It is not certain which are the critical changes in the brain leading to the clinical picture of vascular dementia. The syndrome has been related to the volume of brain infarcts (with a critical threshold), the number of infarcts, the site of infarcts (bilateral, in strategic cortical or subcortical, or affecting white matter), to other ischaemic factors (incomplete ischaemic injury, delayed neuronal death, functional changes), to the atrophic changes (origin, location, extent), and finally to the additive effects of other pathologies
(Alzheimer’s disease, Lewy body dementia, frontal lobe dementias). But it is uncertain which type, extent, side, site, and tempo of vascular lesions in the brain, and which combination with other pathologies, relate to vascular dementia.(4, 5 and 6,13)


Classification and clinical criteria


Classification

Vascular dementia has been divided into subtypes on the basis of clinical, radiological, and neuropathological features. It is uncertain whether these subtypes are distinct disorders, with separate pathological and clinical features, and responses to therapy.(27) If homogenous subtypes could be identified the comparability of research studies would be greater and multicentre studies easier.(28)

The subtypes of vascular dementia included in most classifications include multi-infarct dementia (cortical lesions), small-vessel dementia or subcortical ischaemic vascular disease and dementia (SIVD) (subcortical deep lesions), and strategic infarct dementia.(12,14,27,29, 30, 31, 32 and 33) Many include also hypoperfusion dementia.(12,14,30,34) Further suggested subtypes include haemorrhagic dementia, hereditary vascular dementia, and combined or mixed dementia (Alzheimer’s disease with cerebrovascular disease).

DSM-IV(35) does not specify subtypes. ICD-10(36) includes six subtypes (acute onset, multi-infarct, subcortical, mixed cortical and subcortical, other, and unspecified). The NINDS-AIREN criteria(30) include, without detailed description, cortical vascular dementia, subcortical vascular dementia, Binswanger’s disease, and thalamic dementia. In addition separate research criteria for subcortical vascular dementia, the SIVD, have been proposed.(37)


Main subtypes

Multi-infarct dementia or cortical vascular dementia, and small-vessel dementia or subcortical vascular dementia are the two common subtypes, although their frequencies vary in different series.(12,14,31)

Cortical vascular dementia relates to large-vessel disease, cardiac embolic events, and hypoperfusion. Infarcts are predominantly in the cortical and corticosubcortical arterial territories, and their distal fields (watershed). Typical clinical features are lateralized sensorimotor changes and the abrupt onset of cognitive impairment and aphasia.(31) A combination of different cortical neuropsychological syndromes has been suggested to occur in cortical vascular dementia.(38)

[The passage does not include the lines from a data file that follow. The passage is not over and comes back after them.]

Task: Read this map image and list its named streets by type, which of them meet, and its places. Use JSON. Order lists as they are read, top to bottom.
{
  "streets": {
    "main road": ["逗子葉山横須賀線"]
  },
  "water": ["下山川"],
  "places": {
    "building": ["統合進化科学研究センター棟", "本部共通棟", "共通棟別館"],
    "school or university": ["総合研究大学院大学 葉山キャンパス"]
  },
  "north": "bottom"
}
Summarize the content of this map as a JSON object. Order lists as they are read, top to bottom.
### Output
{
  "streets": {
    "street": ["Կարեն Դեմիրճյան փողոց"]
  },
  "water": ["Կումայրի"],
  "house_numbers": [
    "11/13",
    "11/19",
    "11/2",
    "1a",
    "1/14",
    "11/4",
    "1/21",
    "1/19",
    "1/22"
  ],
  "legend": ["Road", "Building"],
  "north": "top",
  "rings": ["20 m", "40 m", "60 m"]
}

Subcortical vascular dementia, small-vessel dementia, the SIVD(33,37) incorporates the entities ‘lacunar state’ and ‘Binswanger’s disease’. It relates to small-vessel disease and hypoperfusion, with predominately lacunar infarcts, focal and diffuse ischaemic white-matter lesions, and incomplete ischaemic injury.(31,33,37, 38 and 39) Clinically, small-vessel dementia is characterized by pure motor hemiparesis, bulbar signs, dysarthria, depression, and emotional lability, and especially deficits in executive functioning.(38, 39, 40 and 41)


Clinical criteria

Since the 1970s several clinical criteria for vascular dementia have been published.(11,42,43) The most widely used include those in DSM-IV,(35) ICD-10,(36) and NINDS-AIREN.(30)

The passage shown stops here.